Definitions

Rye

Rye

[rahy]
Rye, town (1991 pop. 4,127), East Sussex, SE England, on the Rother River. It is a tourist resort and small port with boatbuilding and netmaking industries. Rye was one of the "ancient towns" added to the Cinque Ports. It had a thriving trade in the 17th cent. but decayed after the recession of the sea early in the 19th cent. There are remains of an ancient friary, a large Norman and Early English church, the 12th-century Ypres Tower, and the Thomas Peacocke school (1636). The dramatist John Fletcher was born in Rye.
Rye, city (1990 pop. 14,936), Westchester co., SE N.Y., a suburb of New York City, on Long Island Sound; settled 1660, inc. as a city 1942. It is chiefly residential, with a cancer-research center, a hardware and locks manufacturing company, and several corporate offices. In colonial times, Rye was the first stop on the Boston Post Road after New York City. The old Square House, an inn where many Revolutionary notables stayed, is now a museum. Playland, a large county-owned amusement park, is on the beach there. Chief Justice John Jay is buried in Rye.
rye, cereal grain of the family Gramineae (grass family). The grain, Secale cereale, is important chiefly in Central and N Europe. It seems to have been domesticated later than wheat and other staple grains; cultivated rye is quite similar to the wild forms and no traces of it have been found among Egyptian ruins or Swiss lake dwellings. Where it grows well, wheat is preferred, but rye will produce a good crop on soil too poor or in a climate too cool to produce a good crop of wheat. The standard schwarzbrot, or pumpernickel, of Europe was formerly the major rye product. A bread of lighter color, called rye bread, is made of rye flour mixed with wheat flour. Today rye is used mostly as a stock feed (usually mixed with other grains), for hay and pasturage, for green manure, and as a cover crop. Russia leads in world production. Rye is much used as a distillers' grain in making whisky and gin. The tough straw of rye is valued for many purposes, e.g., thatching for roofs and stuffing for horse collars. Ergot is a fungus disease of rye; the fungus is poisonous and may make the rye unsafe to use. Wild rye and lyme grass are names for several grasses of the genus Elymus, some of which are occasionally planted as ornamentals or used for binding sand. Rye is classified in the division Magnoliophyta, class Liliatae, order Cyperales, family Gramineae.

Rye (Secale cereale) is a grass grown extensively as a grain and forage crop.
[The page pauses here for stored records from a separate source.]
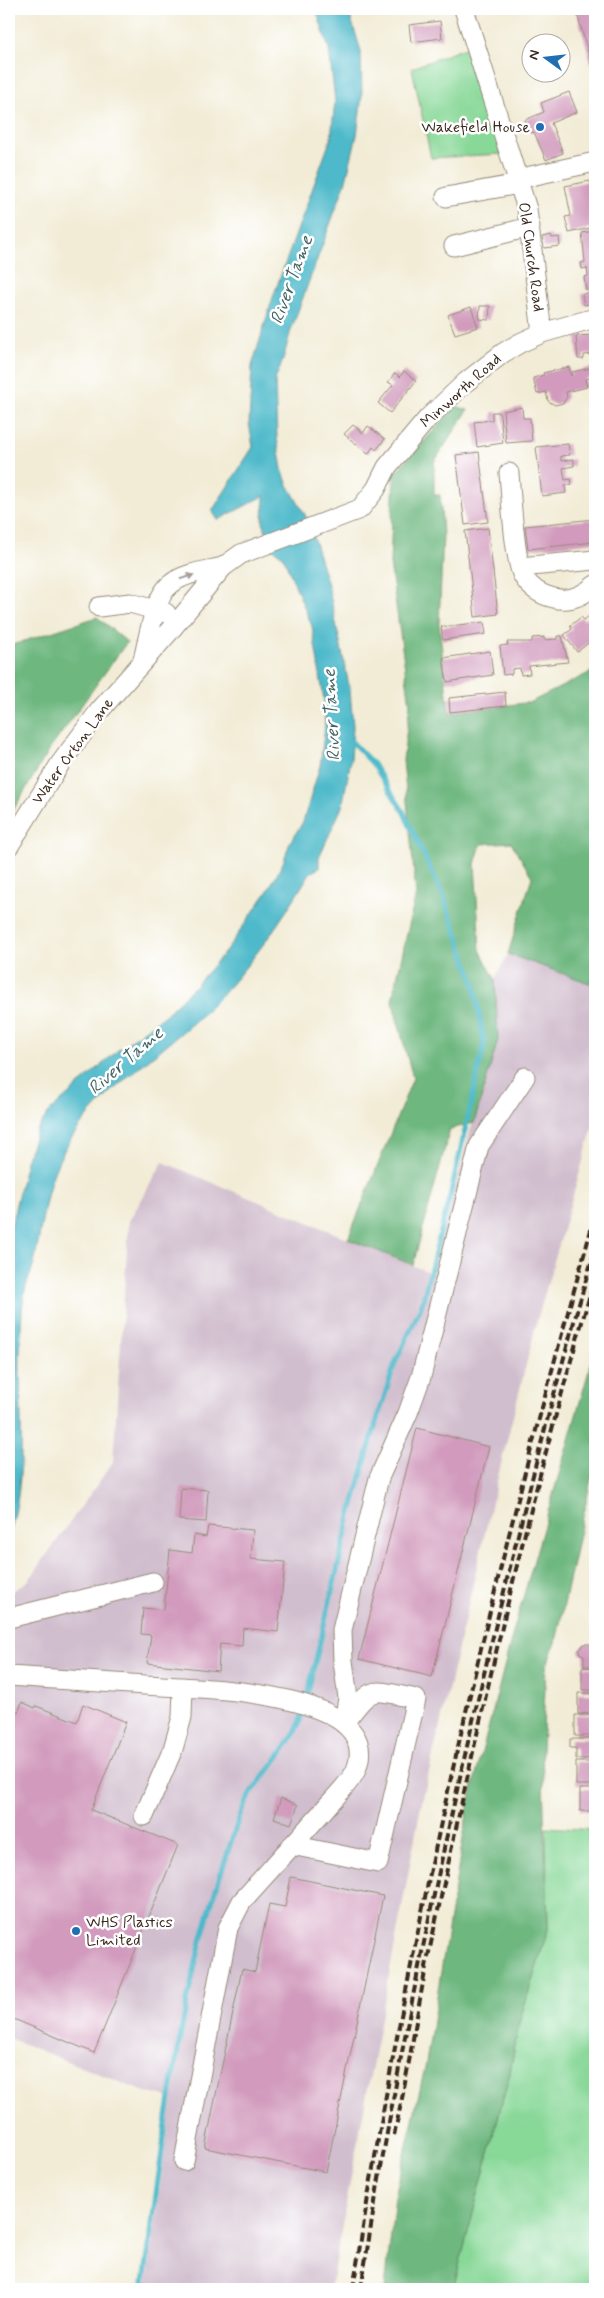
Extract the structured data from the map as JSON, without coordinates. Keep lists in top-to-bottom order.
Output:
{
  "streets": {
    "street": ["Old Church Road", "Minworth Road", "Water Orton Lane"]
  },
  "crossings": [
    ["Old Church Road", "Minworth Road"],
    ["Minworth Road", "Water Orton Lane"]
  ],
  "water": ["River Tame"],
  "places": ["Wakefield House", "WHS Plastics Limited"],
  "north": "left"
}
It is a member of the wheat tribe (Triticeae) and is closely related to barley and wheat. Rye grain is used for flour, rye bread, rye beer, some whiskies, some vodkas, and animal fodder. It can also be eaten whole, either as boiled rye berries, or by being rolled, similar to rolled oats.

Rye is a cereal and should not be confused with ryegrass which is used for lawns, pasture, and hay for livestock.

History

Rye is one of a number of species that grow wild in central and eastern Turkey, and adjacent areas. Domesticated rye occurs in small quantities at a number of Neolithic sites in Turkey, such as PPNB Can Hasan III, but is otherwise virtually absent from the archaeological record until the Bronze Age of central Europe, c. 1800-1500 BC. It is possible that rye travelled west from Turkey as a minor admixture in wheat, and was only later cultivated in its own right. Although archeological evidence of this grain has been found in Roman contexts along the Rhine Danube and in the British Isles, Pliny the Elder is dismissive of rye, writing that it "is a very poor food and only serves to avert starvation" and wheat is mixed into it "to mitigate its bitter taste, and even then is most unpleasant to the stomach" (N.H. 18.40).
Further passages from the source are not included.